Indonesia`s halal food exports are on the rise. The total monetary value of these exports is estimated at US$229 million. So far, the country has exported 10 processed foods. It expects to increase its exports in the future as it plans to become a major halal hub in the region. To achieve high growth in the export of halal foods to various countries, it is providing incentives to local halal food exporters. Indonesian Finance Minister Sri Mulyani Indrawati said this in an online seminar titled “Indonesia towards the Center for World Halal Producers”
The State Treasurer specified that the 10 types of halal processed food the country is exporting consisted of margarine, wafers, biscuits, processed pineapple, packaged coffee, coffee extract, and malt extract, sauces, baby food, bread, and cakes. These items are very popular among the consumers in their target markets of 29 countries. The most popular among these items are margarine or similar products that are related to crude palm oil (CPO) and its derivatives. However, he expects the country to start exporting a few other products as well to its target markets in the near future.
“We still have a big opportunity for our export share of up to 61 percent.
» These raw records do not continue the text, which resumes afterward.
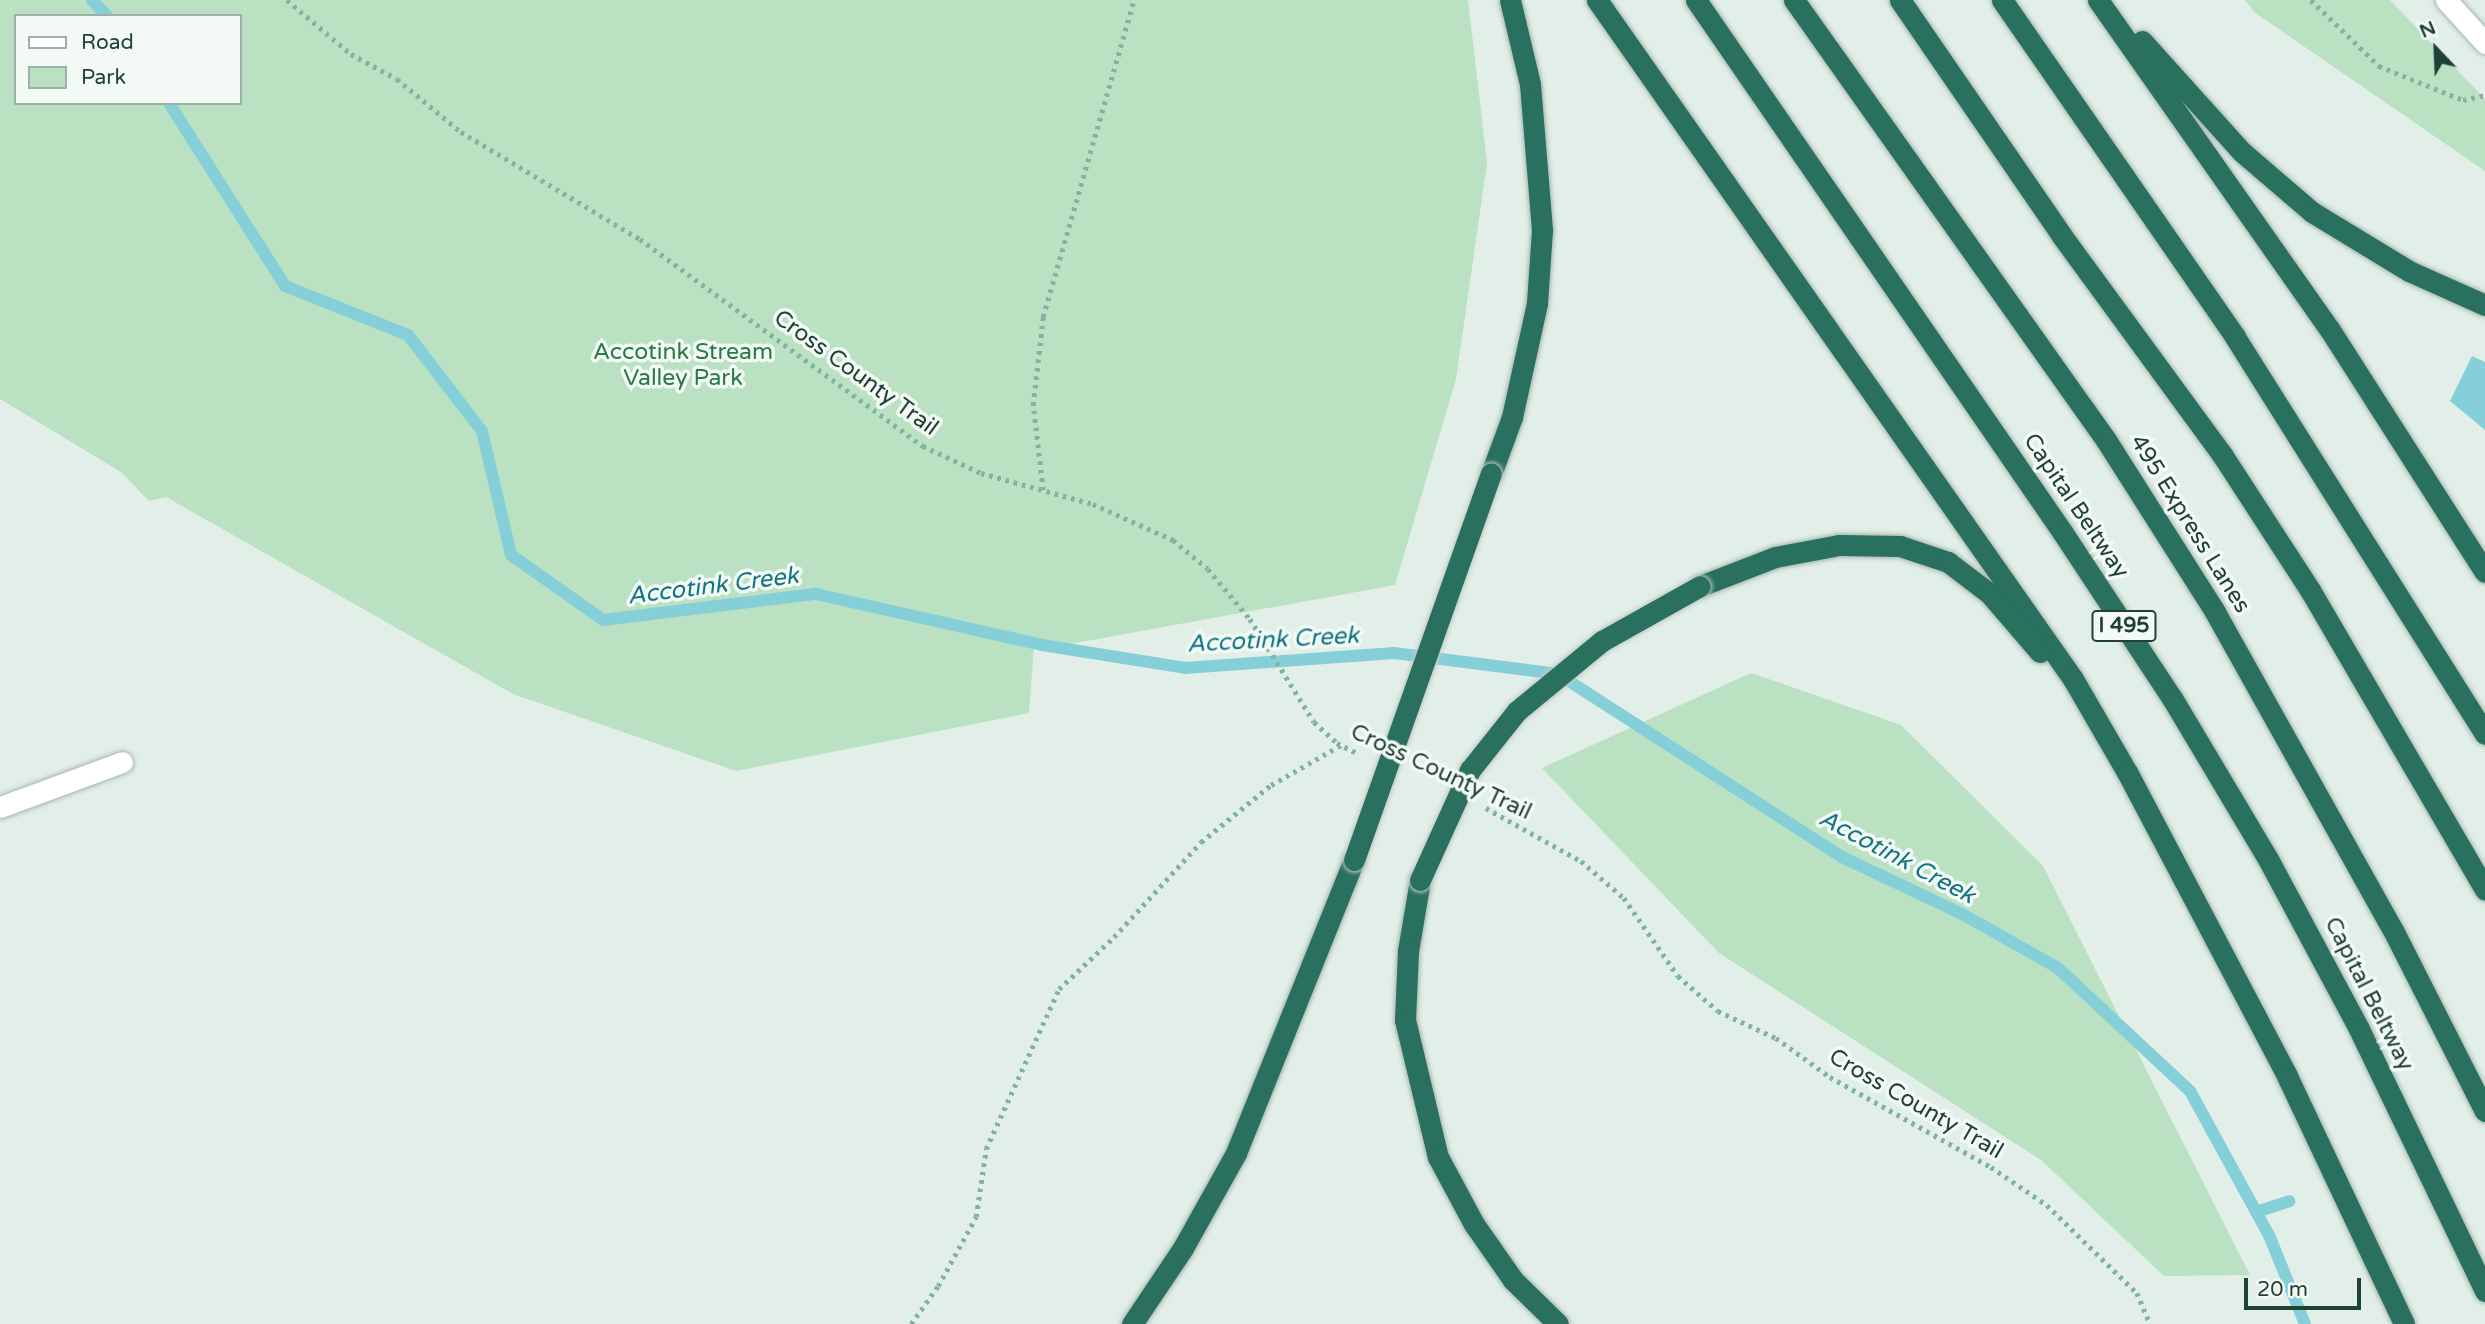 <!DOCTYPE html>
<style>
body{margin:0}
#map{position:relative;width:2485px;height:1324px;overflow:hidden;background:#e2eee8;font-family:"Varela Round",sans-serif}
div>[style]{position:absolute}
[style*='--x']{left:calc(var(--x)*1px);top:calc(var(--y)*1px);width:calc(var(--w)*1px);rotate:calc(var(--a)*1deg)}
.green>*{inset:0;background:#b9e1c2}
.water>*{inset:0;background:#85cfd8}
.stream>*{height:12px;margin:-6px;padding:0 6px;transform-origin:6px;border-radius:6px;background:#85cfd8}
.path>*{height:4.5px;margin-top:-2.25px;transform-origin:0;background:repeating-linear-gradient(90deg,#80b4a1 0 3.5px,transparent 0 8.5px)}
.roads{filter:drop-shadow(0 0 2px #a4b7af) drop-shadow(0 0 2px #a4b7af)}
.minor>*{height:21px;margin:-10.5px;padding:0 10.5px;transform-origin:10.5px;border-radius:10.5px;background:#fff}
.highway>*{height:21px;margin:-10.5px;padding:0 10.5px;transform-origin:10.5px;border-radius:10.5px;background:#29705e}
.bridges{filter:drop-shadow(0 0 2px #c1cac7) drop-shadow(0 0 2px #c1cac7)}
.highway-bridge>*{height:21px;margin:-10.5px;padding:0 10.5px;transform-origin:10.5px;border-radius:10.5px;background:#29705e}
span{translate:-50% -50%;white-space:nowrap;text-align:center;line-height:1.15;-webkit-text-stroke:7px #f3faf6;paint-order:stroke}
.shield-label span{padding:2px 5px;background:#f3faf6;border:2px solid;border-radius:5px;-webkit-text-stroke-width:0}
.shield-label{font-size:21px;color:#204136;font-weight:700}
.park-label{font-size:23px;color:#277b43}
.street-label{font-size:23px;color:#204136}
.water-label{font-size:24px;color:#147582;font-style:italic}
.legend{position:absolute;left:14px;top:14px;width:228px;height:91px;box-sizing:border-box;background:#f3faf6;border:2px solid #9fb0a9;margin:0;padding:9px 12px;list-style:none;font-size:21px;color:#204136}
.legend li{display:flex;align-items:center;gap:14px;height:35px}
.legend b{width:35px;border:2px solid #9fb0a9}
.north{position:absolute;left:2401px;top:14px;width:70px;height:70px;-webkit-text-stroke:5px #f3faf6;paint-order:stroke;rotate:337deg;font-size:19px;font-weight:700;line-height:28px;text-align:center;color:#204136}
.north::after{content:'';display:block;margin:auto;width:24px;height:32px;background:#204136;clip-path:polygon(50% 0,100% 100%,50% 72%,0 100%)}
.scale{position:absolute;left:2244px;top:1278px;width:117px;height:32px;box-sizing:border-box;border:4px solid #204136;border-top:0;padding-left:9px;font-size:21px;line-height:24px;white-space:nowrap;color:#204136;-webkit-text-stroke:5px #f3faf6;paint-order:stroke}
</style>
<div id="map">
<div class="green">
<div style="clip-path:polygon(evenodd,0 0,1468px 0,1487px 163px,1456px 379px,1395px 585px,1048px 648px,1034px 646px,1029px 713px,736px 771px,513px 694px,166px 497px,149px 501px,121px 472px,0 399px,0 0,16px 16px,240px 16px,240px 103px,16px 103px,16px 16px)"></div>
<div style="clip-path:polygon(2245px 0,2390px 0,2485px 99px,2485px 171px,2254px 12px)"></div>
<div style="clip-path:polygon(1751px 673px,1901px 725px,2043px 866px,2250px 1275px,2164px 1276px,2041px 1160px,1719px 953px,1542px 768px)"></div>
</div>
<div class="water">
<div style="clip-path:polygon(2472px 356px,2485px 362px,2485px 430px,2450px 401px)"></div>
</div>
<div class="stream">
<div style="--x:92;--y:0;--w:22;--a:47"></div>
<div style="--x:169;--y:103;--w:217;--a:57.6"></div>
<div style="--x:285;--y:286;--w:132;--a:21.7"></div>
<div style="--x:408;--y:335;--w:121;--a:52.4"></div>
<div style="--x:482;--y:431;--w:127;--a:76.8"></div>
<div style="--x:511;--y:555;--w:113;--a:35.2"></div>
<div style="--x:603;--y:620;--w:215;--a:-7"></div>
<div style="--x:816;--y:594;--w:232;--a:12.7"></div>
<div style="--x:1042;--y:645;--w:145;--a:9.1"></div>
<div style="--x:1185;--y:668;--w:210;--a:-4.1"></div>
<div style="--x:1394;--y:653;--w:165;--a:7.3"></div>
<div style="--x:1558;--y:674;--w:338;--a:32.8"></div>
<div style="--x:1842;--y:857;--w:135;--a:25.4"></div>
<div style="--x:1964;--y:915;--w:108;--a:29.4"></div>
<div style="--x:2058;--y:968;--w:180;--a:43"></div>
<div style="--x:2190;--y:1091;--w:164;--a:61.3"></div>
<div style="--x:2269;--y:1235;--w:96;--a:68"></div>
<div style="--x:2256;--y:1212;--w:35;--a:-18"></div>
</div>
<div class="path">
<div style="--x:287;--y:0;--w:84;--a:40.2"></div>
<div style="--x:351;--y:54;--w:52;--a:28.5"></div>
<div style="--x:397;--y:79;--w:83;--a:39.6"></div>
<div style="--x:461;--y:132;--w:209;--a:30.9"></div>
<div style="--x:640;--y:239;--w:351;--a:36.2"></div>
<div style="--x:923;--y:446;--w:64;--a:25"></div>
<div style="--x:981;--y:473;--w:116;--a:15.5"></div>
<div style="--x:1093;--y:504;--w:88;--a:24.2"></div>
<div style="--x:1173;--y:540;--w:45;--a:39.6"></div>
<div style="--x:1208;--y:569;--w:65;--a:50"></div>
<div style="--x:1250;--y:619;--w:121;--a:58.1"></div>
<div style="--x:1314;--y:722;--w:31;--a:42"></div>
<div style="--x:1337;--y:743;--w:25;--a:27"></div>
<div style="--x:2311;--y:0;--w:95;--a:44.1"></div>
<div style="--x:2379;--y:66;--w:91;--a:22"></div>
<div style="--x:2463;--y:100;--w:23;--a:-13"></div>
<div style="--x:1043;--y:490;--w:86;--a:-96.7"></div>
<div style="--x:1033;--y:405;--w:89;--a:-83.5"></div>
<div style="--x:1043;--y:317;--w:330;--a:-74"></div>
<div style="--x:1486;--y:808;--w:109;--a:29.2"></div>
<div style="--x:1581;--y:861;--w:57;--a:40.7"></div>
<div style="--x:1624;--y:898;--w:95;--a:55.3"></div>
<div style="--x:1678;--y:976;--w:53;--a:41.2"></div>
<div style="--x:1718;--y:1011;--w:64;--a:25"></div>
<div style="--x:1776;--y:1038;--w:67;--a:35.8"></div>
<div style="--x:1830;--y:1077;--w:184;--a:29.2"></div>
<div style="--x:1991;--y:1167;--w:68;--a:34.2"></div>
<div style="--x:2047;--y:1205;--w:126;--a:44.4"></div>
<div style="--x:2137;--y:1293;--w:34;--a:67"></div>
<div style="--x:911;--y:1324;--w:47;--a:-54.6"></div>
<div style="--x:938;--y:1286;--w:79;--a:-61.2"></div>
<div style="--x:976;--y:1217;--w:69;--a:-81.6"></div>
<div style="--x:986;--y:1149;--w:176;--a:-65.5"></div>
<div style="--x:1059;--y:989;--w:76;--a:-43.4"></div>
<div style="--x:1114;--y:937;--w:129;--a:-47.5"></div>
<div style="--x:1201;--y:842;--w:90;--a:-39.2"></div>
<div style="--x:1271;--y:785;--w:81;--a:-29.7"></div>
</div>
<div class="roads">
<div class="minor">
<div style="--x:2446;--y:0;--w:58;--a:47.8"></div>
<div style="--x:0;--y:807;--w:130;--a:-20.2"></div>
</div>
<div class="highway">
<div style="--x:1597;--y:0;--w:829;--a:54.97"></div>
<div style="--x:2073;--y:679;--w:108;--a:59.9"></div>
<div style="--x:2127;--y:772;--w:344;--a:62.2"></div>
<div style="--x:2287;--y:1076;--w:274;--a:64.7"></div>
<div style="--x:1696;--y:0;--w:647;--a:55.45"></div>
<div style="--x:2063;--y:533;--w:198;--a:56.6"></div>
<div style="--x:2172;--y:698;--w:187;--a:59.2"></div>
<div style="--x:2268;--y:859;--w:193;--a:61.8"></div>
<div style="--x:2359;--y:1029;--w:291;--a:64.3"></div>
<div style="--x:1794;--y:0;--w:539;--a:54.66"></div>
<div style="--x:2106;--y:440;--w:204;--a:57.6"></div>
<div style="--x:2215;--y:612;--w:364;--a:60.8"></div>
<div style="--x:2393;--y:930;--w:203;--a:63.1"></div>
<div style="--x:1900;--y:0;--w:286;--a:55.5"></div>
<div style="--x:2062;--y:236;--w:273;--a:53.8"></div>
<div style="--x:2223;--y:456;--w:160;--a:57"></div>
<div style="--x:2310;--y:590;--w:347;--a:59.7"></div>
<div style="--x:2002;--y:0;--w:410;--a:55.3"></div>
<div style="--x:2235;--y:337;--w:469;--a:57.8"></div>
<div style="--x:2098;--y:0;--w:403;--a:54.9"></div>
<div style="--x:2330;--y:330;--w:287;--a:57.4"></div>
<div style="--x:2142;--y:41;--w:149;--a:48"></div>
<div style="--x:2242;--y:152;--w:92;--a:40.6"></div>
<div style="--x:2312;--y:212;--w:114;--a:31.3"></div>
<div style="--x:2409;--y:271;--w:83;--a:24.1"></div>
<div style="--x:1491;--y:474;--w:61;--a:-69.8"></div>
<div style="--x:1512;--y:417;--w:117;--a:-77.6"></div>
<div style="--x:1537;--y:303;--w:73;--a:-86.1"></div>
<div style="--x:1542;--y:230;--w:146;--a:-94.7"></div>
<div style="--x:1530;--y:84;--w:86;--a:-103.4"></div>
<div style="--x:1700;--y:586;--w:80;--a:-21.1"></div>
<div style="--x:1775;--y:557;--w:65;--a:-10.6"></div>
<div style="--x:1839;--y:545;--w:61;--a:0.9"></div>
<div style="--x:1900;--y:546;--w:51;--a:18.4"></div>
<div style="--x:1948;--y:562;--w:51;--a:37.1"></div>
<div style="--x:1989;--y:593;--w:78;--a:49.2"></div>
<div style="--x:1420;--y:880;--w:72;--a:99.6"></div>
<div style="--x:1408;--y:951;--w:69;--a:92.5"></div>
<div style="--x:1405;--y:1020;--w:141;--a:76.5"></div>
<div style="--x:1438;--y:1157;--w:76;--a:61.8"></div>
<div style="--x:1474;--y:1224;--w:68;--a:55.1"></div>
<div style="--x:1513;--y:1280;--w:63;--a:44.4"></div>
<div style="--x:1132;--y:1324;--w:92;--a:-56.1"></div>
<div style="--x:1183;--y:1248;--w:109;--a:-60.8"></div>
<div style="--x:1236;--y:1153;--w:316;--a:-68.1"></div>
</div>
</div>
<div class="bridges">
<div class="highway-bridge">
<div style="--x:1354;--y:860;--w:410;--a:-70.5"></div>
<div style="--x:1420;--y:880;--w:121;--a:-65.6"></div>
<div style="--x:1470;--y:770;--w:75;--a:-51.5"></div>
<div style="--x:1517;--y:711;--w:110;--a:-39.5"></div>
<div style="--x:1602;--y:641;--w:112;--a:-29.3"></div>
</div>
</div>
<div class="shield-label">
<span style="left:2124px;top:626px">I 495</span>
</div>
<div class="park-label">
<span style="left:683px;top:365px">Accotink Stream<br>Valley Park</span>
</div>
<div class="street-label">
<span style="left:856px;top:373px;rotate:36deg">Cross County Trail</span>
<span style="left:2076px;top:506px;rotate:56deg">Capital Beltway</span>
<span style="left:2190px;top:524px;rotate:58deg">495 Express Lanes</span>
<span style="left:1441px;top:772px;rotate:25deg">Cross County Trail</span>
<span style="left:2369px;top:994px;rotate:63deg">Capital Beltway</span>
<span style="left:1916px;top:1104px;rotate:30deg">Cross County Trail</span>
</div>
<div class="water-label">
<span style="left:713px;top:586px;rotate:-7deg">Accotink Creek</span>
<span style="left:1273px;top:640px;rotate:-3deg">Accotink Creek</span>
<span style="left:1897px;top:857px;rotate:28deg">Accotink Creek</span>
</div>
<ul class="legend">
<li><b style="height:9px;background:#fff"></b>Road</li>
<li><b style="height:19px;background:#b9e1c2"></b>Park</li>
</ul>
<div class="north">N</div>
<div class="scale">20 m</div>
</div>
This should be used by Indonesia to increase several other products as well,” he explained.
The government itself provides fiscal incentives to encourage investment and export of halal products. These incentives are delegated to the Investment Coordinating Board (BKPM) so that BKPM can immediately provide various incentives for investment in high-priority areas. Therefore, the government wants to ensure that the halal industry receives various stimuli in terms of income tax facilities. The other incentives include a tax holiday, tax allowance, reduced import income tax, the super deduction for research, and vocational training.
The government also provides incentives in customs and excise facilities in the form of exemption or return of import duties to companies such as Ease of Import for Export Purposes (KITE). The government bears the import duty in certain industries to achieve the export targets in the specified products. “There are also incentives from value-added tax (VAT) facilities that will be provided, such as VAT reduction for capital goods, health and education services, social services, and export services,” he added. Finally, various special facilities to support increased exports of halal products. Among them are facilities in special economic zones (KEK), facilities in free trade zones, and facilities in industrial areas.